2013 Rotman Conference
Science and Reality
This conference, an event welcoming Carl Hoefer and Stathis Psillos to Western and the Rotman Institute, brings together an exceptional international panel of leading philosophers of science whose work has set the standards in many debates to discuss the relation(s) between science and reality and to advance, with fresh ideas, arguments and approaches, our thinking about the connections between scientific theories and reality.
Science has changed the ways we think of, and act on, the world. But do we really understand the relation between scientific theories and the world? Are there different perspectives on the world? How can it be that science, a characteristically human and social endeavour, yields successful predictions and fruitful explanations? What is the role of mathematics in shaping the structure of explanation in science? How do the various theories and disciplines hang together in crafting the scientific image of the world? Is this image a product of synthesis or rivalry between theories? Can we be, or indeed ought we be, confident about the scientific image of the world? Can the history of science teach us how to do better science and how to limit or enhance the cognitive aspirations of modern science? What is the role of chance in science? How does probability enter the scientific image? What does science tell us about the natural laws and causation, which David Hume called, ‘the cement of the universe’?
These are distinctively philosophical questions at the core of general philosophy of science as well as the philosophies of the various sciences. They have been pursued by philosophers and philosophically-minded scientists, highlighting the engagement of science with philosophy and of philosophy with science. Stathis Psillos, in his work on scientific realism and the metaphysics of science, and Carl Hoefer, in his research on the structure of spacetime and objective chance in science, have addressed these questions and have demonstrated that philosophy of science can aim to offer enlightening and exciting answers to them both at the general level of science as a cognitive enterprise and the particular level of concrete scientific theories.
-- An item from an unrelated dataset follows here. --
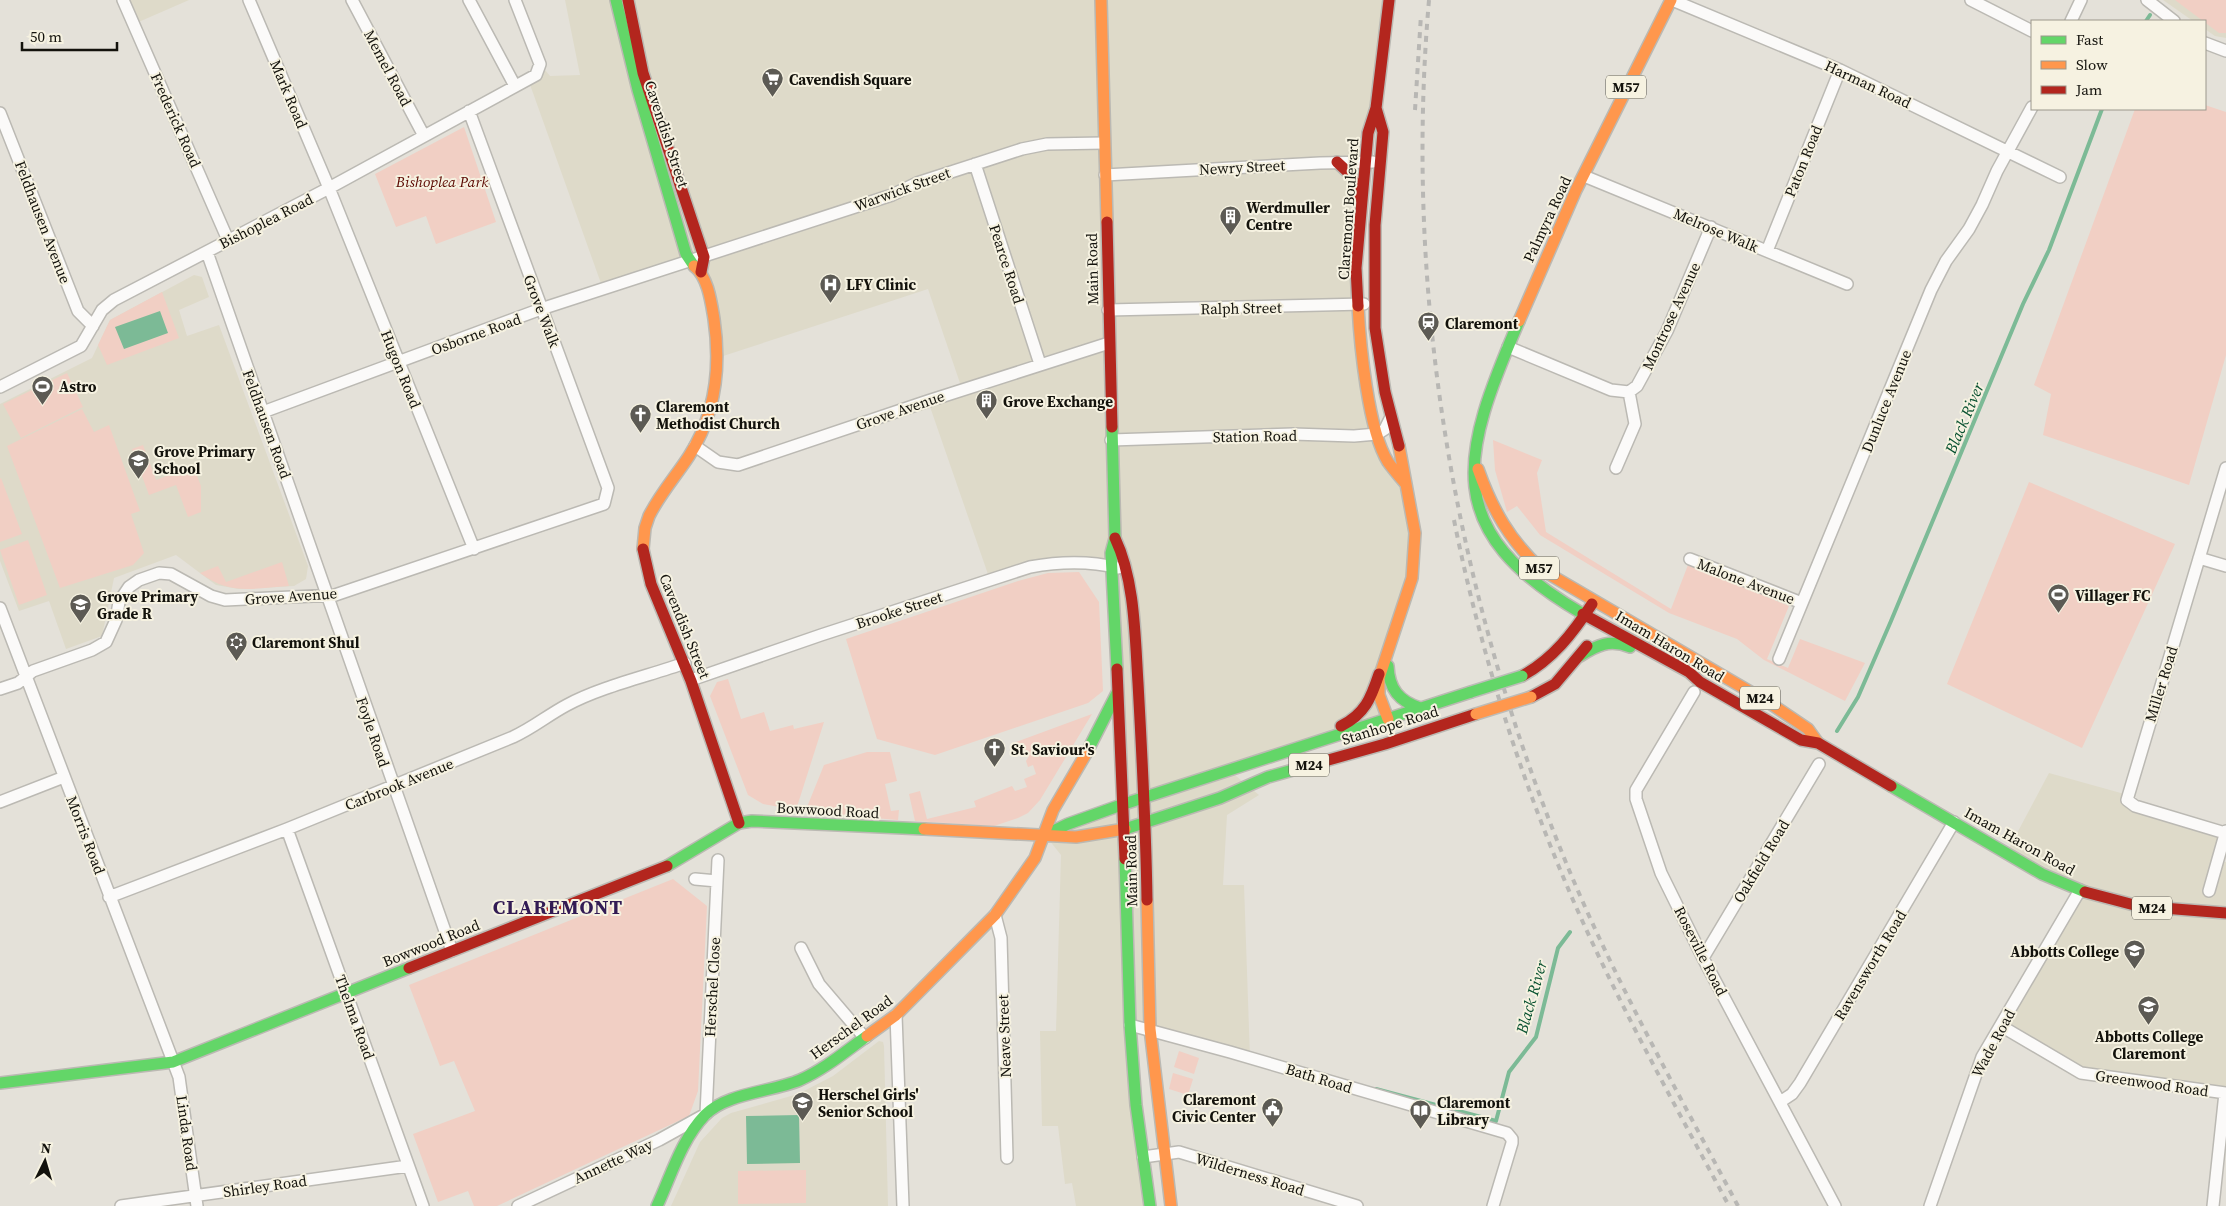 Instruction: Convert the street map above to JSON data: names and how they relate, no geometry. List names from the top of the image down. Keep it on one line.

Date: Saturday, October 5 – Sunday, October 6, 2013
Location: Ivey Spencer Leadership Centre, London, Ontario, Canada. 551 Windermere Rd.
(Do not book accommodations with Ivey Spencer, use the registration form below.)
Registration is now closed. Registration will be available in-person at the conference venue on October 5 and 6.
Richard Boyd (Cornell University) – More correspondence, not less; and causation too
Craig Callender (University of California, San Diego) – LOST IN SPACE: Is the quantum state It or Bit?
William L. Harper (Western University – Emeritus) – Isaac Newton’s Scientific Method
Jenann Ismael (University of Arizona) – Against Ontic Chances: three cheers for the third way on objective probabilities
Elaine Landry (University of California, Davis) – Structural Realism and Category Mistakes
Marc Lange (University of North Carolina, Chapel Hill) – Aspects of mathematical explanation
Margaret Morrison (University of Toronto) – Why Perspectivism is Philosophically Idle
Elliott Sober (University of Wisconsin-Madison) – Parsimony and Chimpanzee Mind-Reading
John Worrall (London School of Economics) – Real (“Ramsey –Sentence”) Structural Realism: Why Psillos is Wrong
Theodore Arabatzis (National and Kapodistrian University of Athens)
Martin Curd (Purdue University)
José Díez (University of Barcelona)
Mathias Frisch (University of Maryland)
Michel Ghins (Université catholique de Louvain)
Nick Huggett (University of Illinois at Chicago)
Transportation to London, Ontario
Besides having an International Airport with daily flights from Calgary, Chicago, Detroit, Toronto, Winnipeg, and Vancouver, London is also easily accessed by Greyhound bus and VIA Rail train service.
Another option is to use the Robert Q Air Bus service, which travels regularly to London from Detroit and Toronto.
Please note that visitors from outside Canada, including the United States, require a passport to enter Canada.